WILDERNESS TRAILS I
These photographs represent 10 days of hiking on the La Cloche Silhouette Trail in Killarney Provincial Park. The trail is approximately 80 kms + the distance to travel from the main trail to each of the campsites and back. That put our total distance hiked to just under 100kms. The majority of these photographs were taken at the lakeside campsites we stayed at each day. At the end of each day of hiking, we were rewarded with views like these right from our campsite.
You might be wondering about the look of these photographs. Before embarking on this trip I had done a bit of research on the origins and creation of this trail. Having a bit of historical knowledge gave me a nostalgic lens to see through while hiking this trail. I had envisioned the ‘trail blazers’ with all their primitive and heavy gear, forging through untamed forests. I started to imagine photographs taken back then and wondered what they might have looked like. In my mind’s eye they looked like the wet plate photographs with all their inherent flaws and blemishes that we have now come to expect and even appreciate. It was very difficult to coat sheets of glass in the field-in a portable darkroom-and keep those negatives free from scratches, uneven coating and dust. Now having explained all this, I must confess that I have taken several liberties with this idea. First of all, colour photography was not invented yet. Secondly, the trail was constructed long after the collodion wet plate photographic process had long been replaced numerous times. I wanted to try to illustrate the unspoiled landscape of the La Cloche Mountains as someone who would have witness them over a hundred years ago.

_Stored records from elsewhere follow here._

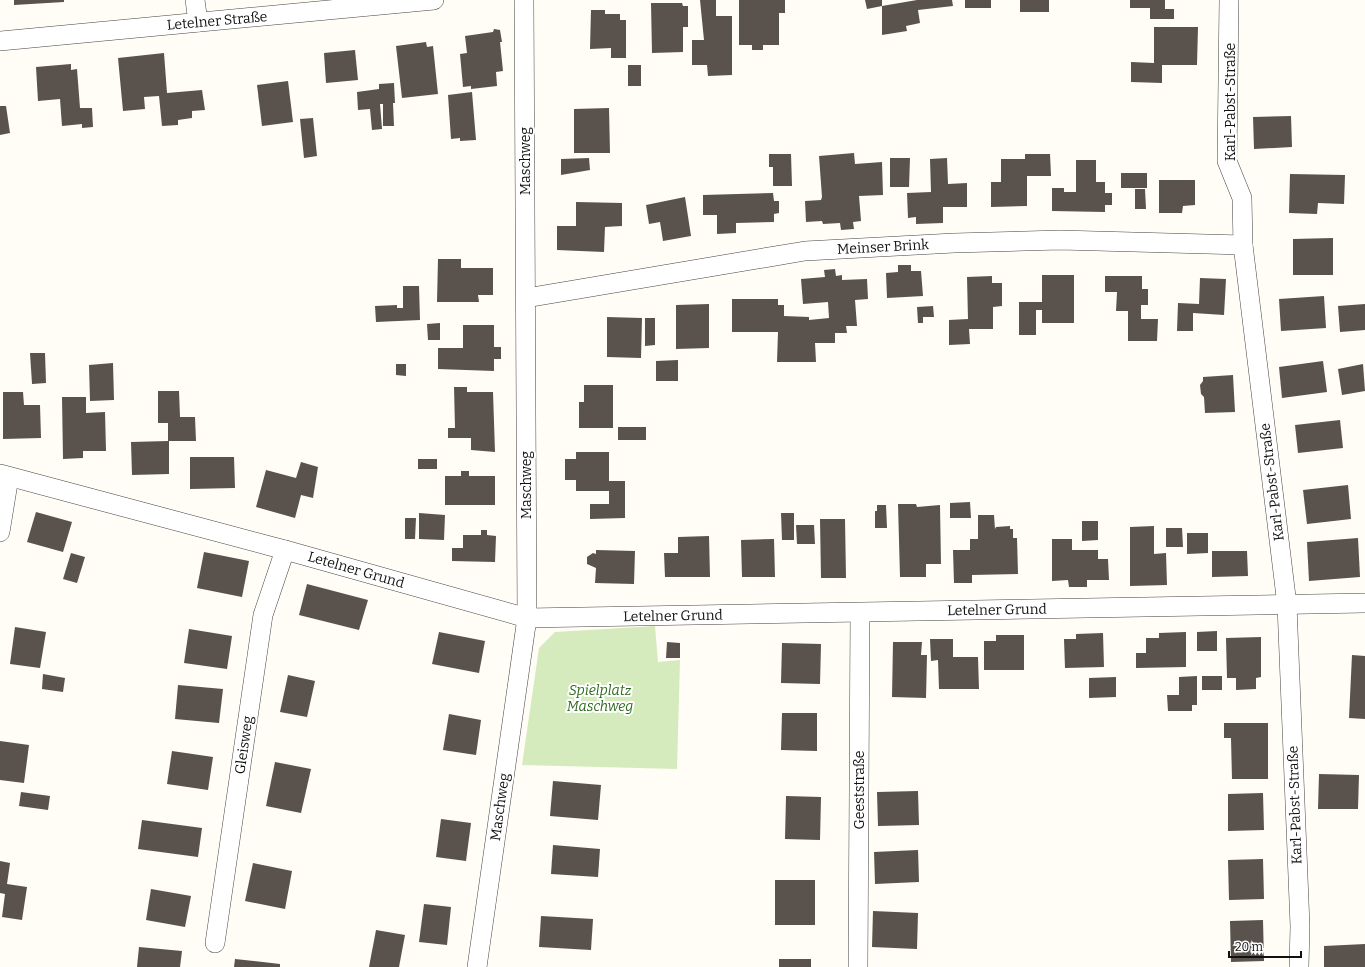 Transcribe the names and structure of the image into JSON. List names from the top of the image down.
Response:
{
  "streets": {
    "street": [
      "Letelner Straße",
      "Karl-Pabst-Straße",
      "Maschweg",
      "Meinser Brink",
      "Letelner Grund",
      "Gleisweg",
      "Geeststraße"
    ]
  },
  "crossings": [
    ["Karl-Pabst-Straße", "Meinser Brink"],
    ["Karl-Pabst-Straße", "Letelner Grund"],
    ["Maschweg", "Meinser Brink"],
    ["Maschweg", "Letelner Grund"],
    ["Letelner Grund", "Gleisweg"],
    ["Letelner Grund", "Geeststraße"]
  ],
  "parks": ["Spielplatz Maschweg"],
  "scale_bar": "20 m"
}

The collodion process, mostly synonymous with the “collodion wet plate process”, requires the photographic material to be coated, sensitized, exposed, and developed within the span of about fifteen minutes, necessitating a portable darkroom for use in the field. Collodion is normally used in its wet form, but it can also be used in dry form, at the cost of greatly increased exposure time. The increased exposure time made the dry form unsuitable for the usual portraiture work of most professional photographers of the 19th century. The use of the dry form was therefore mostly confined to landscape photography and other special applications where minutes-long exposure times were tolerable.